Published August 5, 2023
MARIA Fares holds an image of her brother Sahar Fares, one of the victims of the Aug 4, 2020, Beirut port blast, during a march on Friday.—Reuters
MARIA Fares holds an image of her brother Sahar Fares, one of the victims of the Aug 4, 2020, Beirut port blast, during a march on Friday.—Reuters

BEIRUT: Lebanon marked three years since one of history’s biggest non-nuclear explosions rocked Beirut with hundreds of protesters marching alongside victims’ families on Friday to demand long-awaited justice.

Nobody has been held to account for the tragedy as political and legal pressures impede the investigation.

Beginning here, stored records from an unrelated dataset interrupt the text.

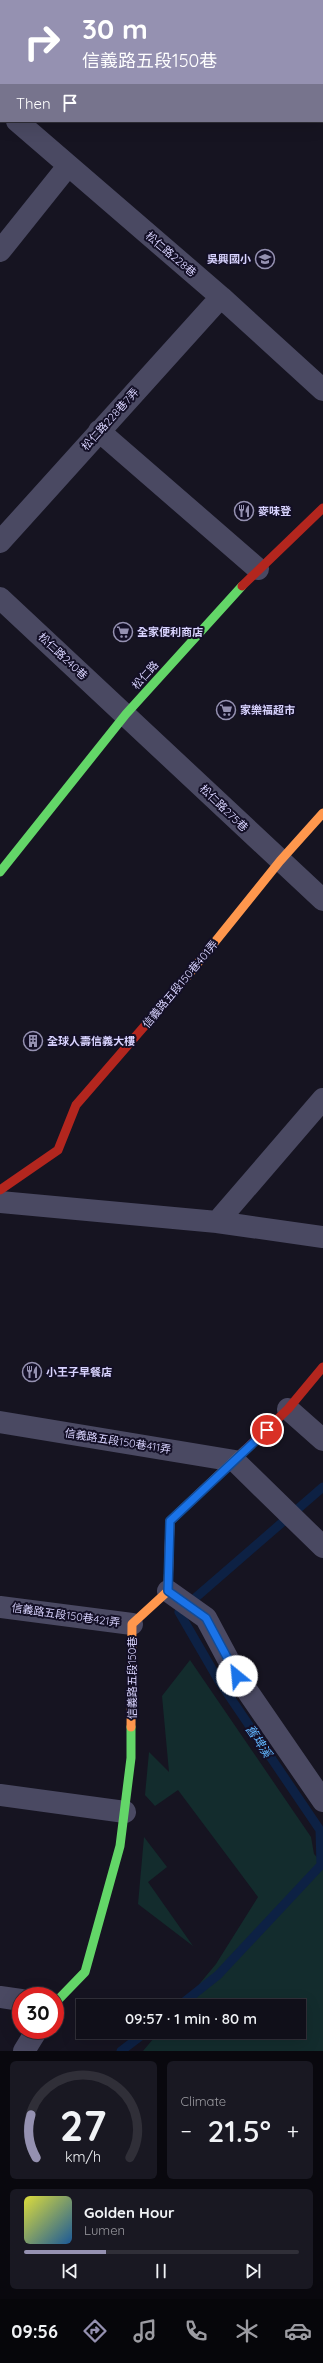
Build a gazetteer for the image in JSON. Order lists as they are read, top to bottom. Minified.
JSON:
{"streets":{"street":["松仁路228巷","松仁路228巷7弄","松仁路240巷","松仁路","松仁路275巷","信義路五段150巷401弄","信義路五段150巷411弄","信義路五段150巷421弄","信義路五段150巷"]},"crossings":[["松仁路228巷","松仁路228巷7弄"],["松仁路240巷","松仁路"],["松仁路240巷","松仁路275巷"],["松仁路","松仁路275巷"],["松仁路275巷","信義路五段150巷401弄"],["信義路五段150巷421弄","信義路五段150巷"]],"water":["舊埤溪"],"places":{"school or university":["吳興國小"],"restaurant":["麥味登","小王子早餐店"],"supermarket":["全家便利商店","家樂福超市"],"building":["全球人壽信義大樓"]},"page":{"turn":["30 m","信義路五段150巷"],"then":"Then","limit":"30","trip":"09:57 · 1 min · 80 m","tile":"Climate","heat":["−","21.5°","+"],"song":["Golden Hour","Lumen"],"tabs":"09:56","gauge":["27","km/h"]}}
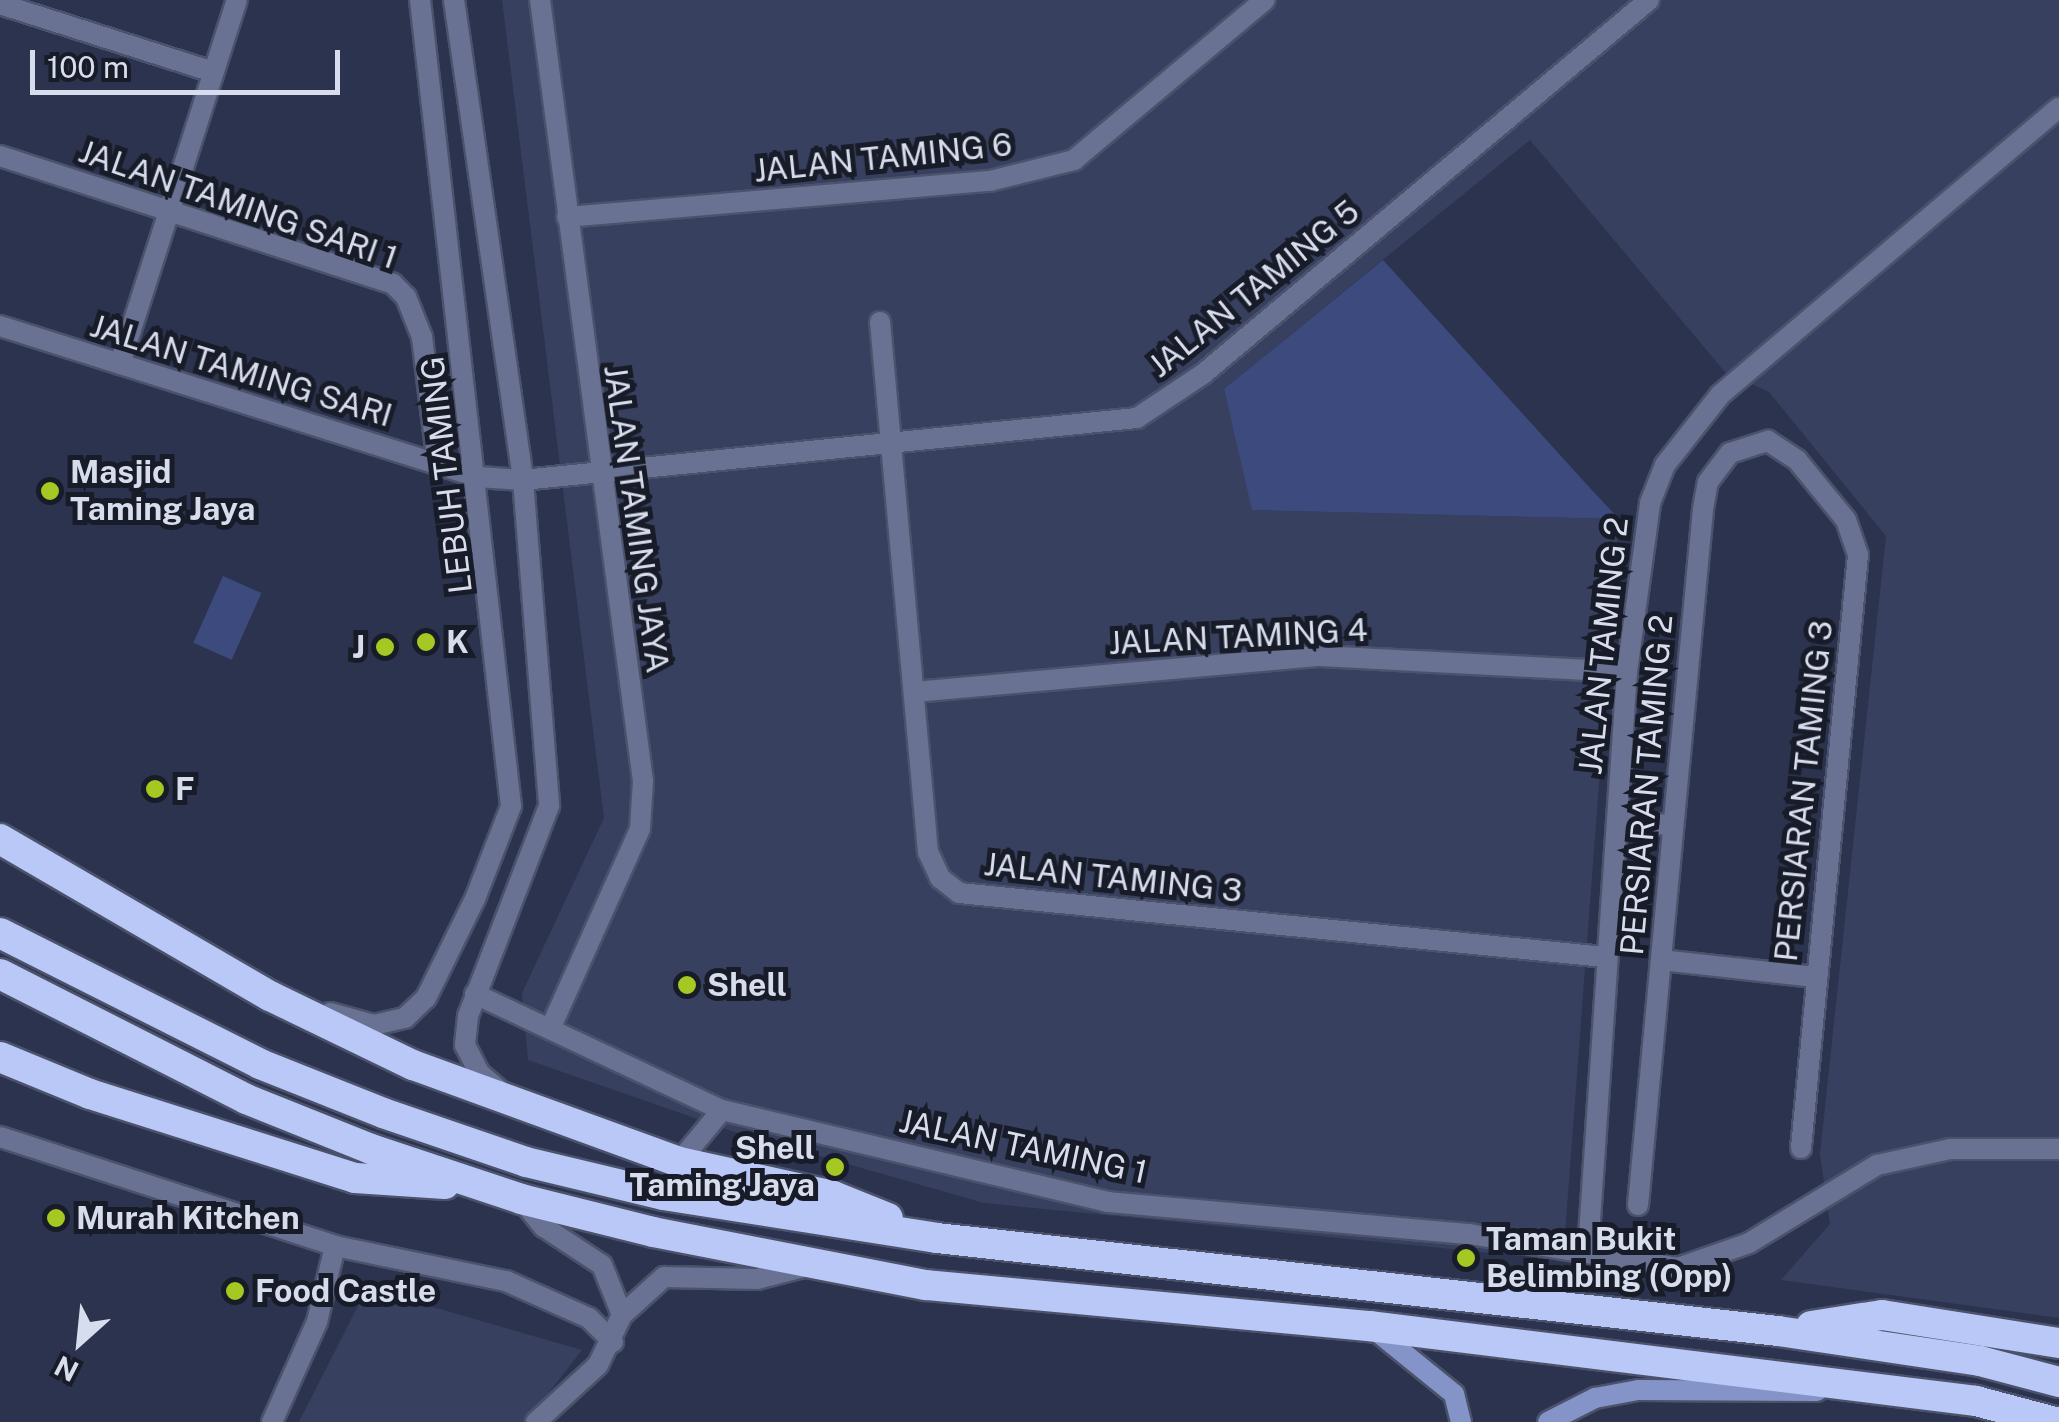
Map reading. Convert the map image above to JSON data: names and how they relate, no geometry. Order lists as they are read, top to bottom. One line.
{"streets":{"street":["JALAN TAMING 6","JALAN TAMING SARI 1","JALAN TAMING 5","JALAN TAMING SARI","LEBUH TAMING","JALAN TAMING JAYA","JALAN TAMING 4","JALAN TAMING 2","PERSIARAN TAMING 2","PERSIARAN TAMING 3","JALAN TAMING 3","JALAN TAMING 1"]},"crossings":[["JALAN TAMING 6","JALAN TAMING JAYA"],["JALAN TAMING SARI 1","JALAN TAMING SARI"],["JALAN TAMING 5","JALAN TAMING SARI"],["JALAN TAMING 5","JALAN TAMING JAYA"],["JALAN TAMING 5","JALAN TAMING 3"],["JALAN TAMING SARI","LEBUH TAMING"],["JALAN TAMING JAYA","JALAN TAMING 1"],["JALAN TAMING 4","JALAN TAMING 2"],["JALAN TAMING 4","JALAN TAMING 3"],["JALAN TAMING 2","JALAN TAMING 3"],["JALAN TAMING 2","JALAN TAMING 1"],["PERSIARAN TAMING 2","PERSIARAN TAMING 3"]],"places":["Masjid Taming Jaya","K","J","F","Shell","Shell Taming Jaya","Murah Kitchen","Taman Bukit Belimbing (Opp)","Food Castle"],"scale_bar":"100 m","north":"bottom left"}
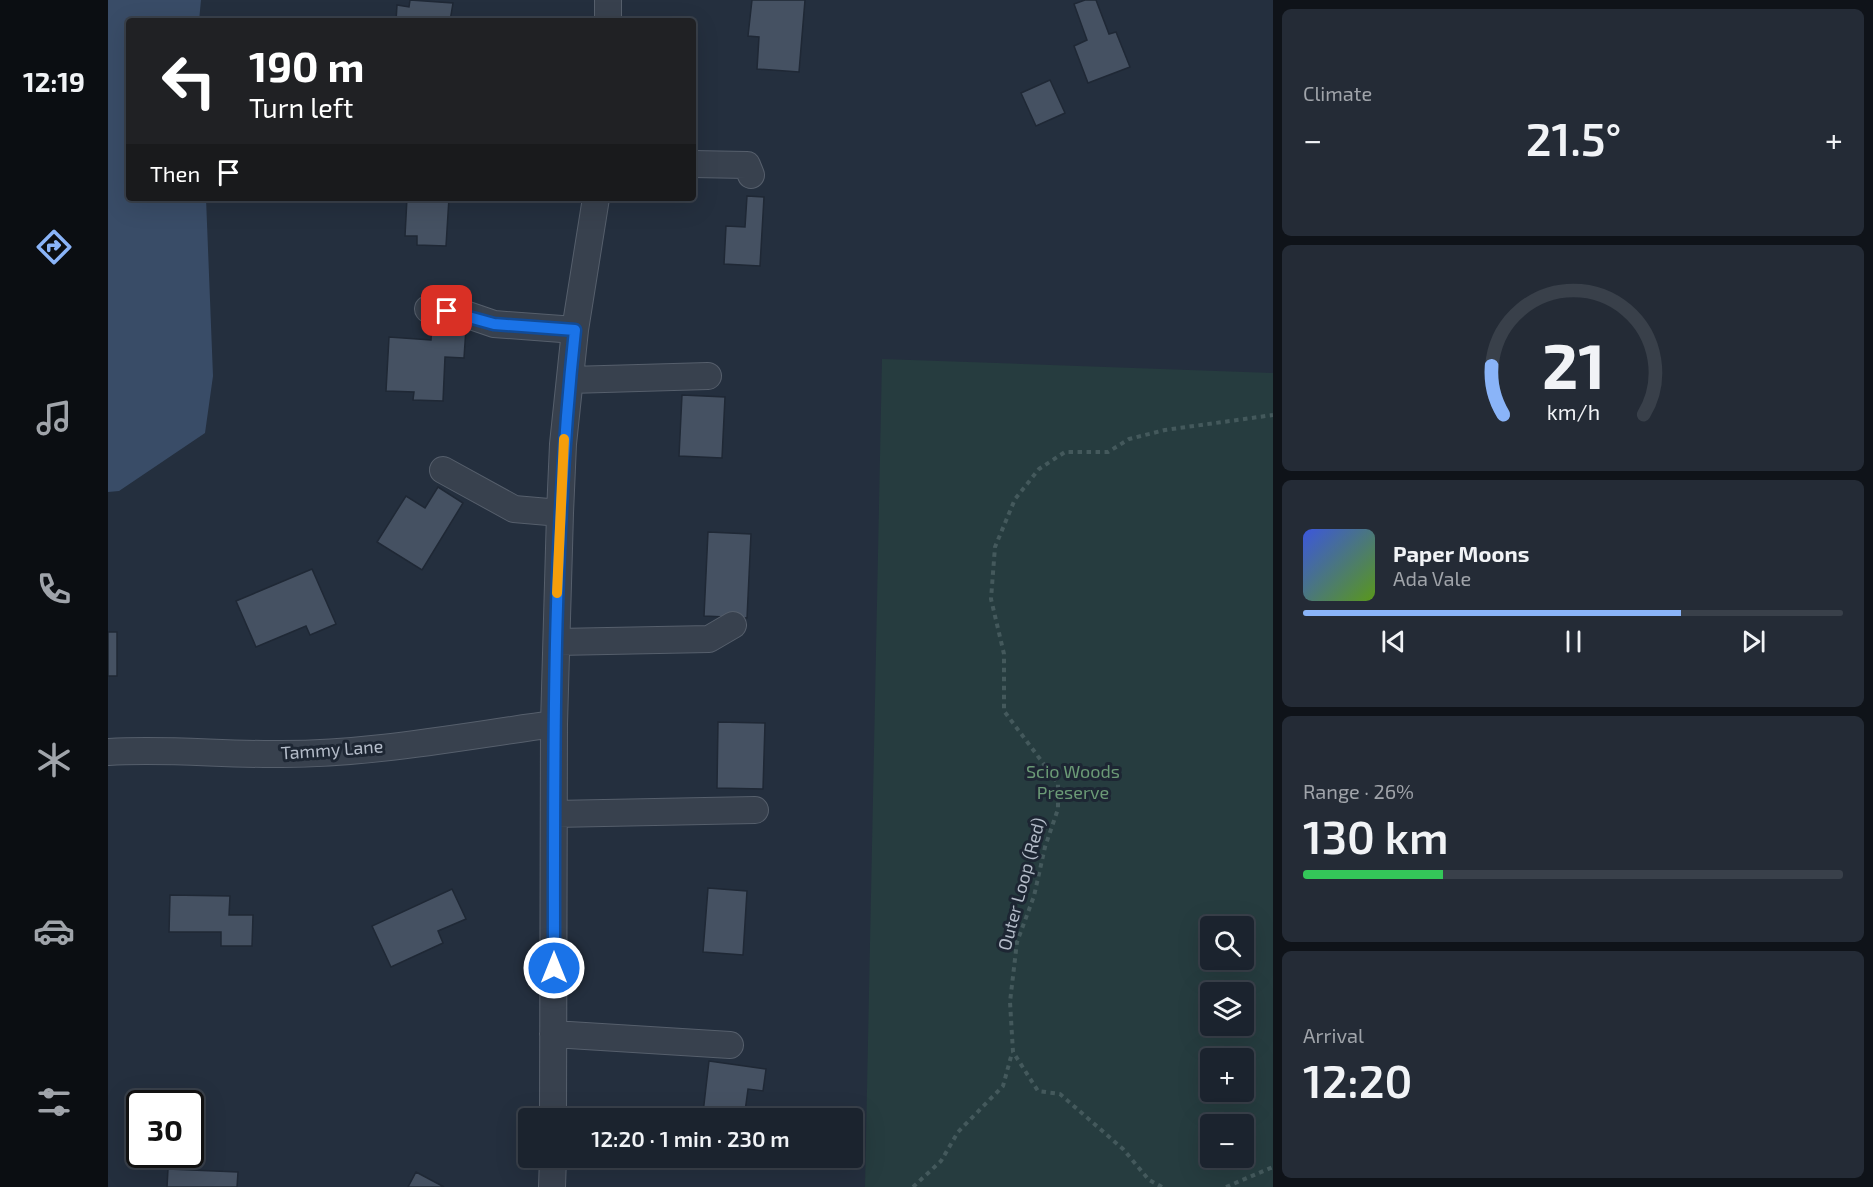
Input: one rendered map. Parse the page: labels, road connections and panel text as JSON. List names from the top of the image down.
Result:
{
  "streets": {
    "street": ["Tammy Lane"],
    "path": ["Outer Loop (Red)"]
  },
  "parks": ["Scio Woods Preserve"],
  "page": {
    "tabs": "12:19",
    "tile": [
      "Climate",
      ["Range · 26%", "130 km"],
      ["Arrival", "12:20"]
    ],
    "turn": ["190 m", "Turn left"],
    "heat": ["−", "21.5°", "+"],
    "then": "Then",
    "song": ["Paper Moons", "Ada Vale"],
    "map_buttons": ["+", "−"],
    "limit": "30",
    "trip": "12:20 · 1 min · 230 m",
    "gauge": ["21", "km/h"]
  }
}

On August 4, 2020, the massive blast at Beirut port destroyed swathes of the Lebanese capital, killing more than 220 people and injuring at least 6,500.

Authorities said the disaster was triggered by a fire in a warehouse where a vast stockpile of ammonium nitrate fertiliser had been haphazardly stored for years.

Three years on, the probe is virtually at a standstill, leaving survivors still yearning for answers.

Protesters, many of them wearing black and carrying photographs of the victims, marched towards the port shouting slogans including: “We will not forget”.

Some protesters waved a Lebanese flag covered in blood-like red paint while others carried an enormous flag covered in a written pledge to keep fighting for justice.

“The blast investigation is hampered by the political elites and certain judges who are on their side,” said lawyer Cecile Roukoz, who lost her brother.

She said that after three years, the international community needed to take action. “Please, it’s time to act.” The blast struck amid an economic collapse which the World Bank has dubbed one of the worst in recent history and which is widely blamed on a governing elite accused of corruption and mismanagement.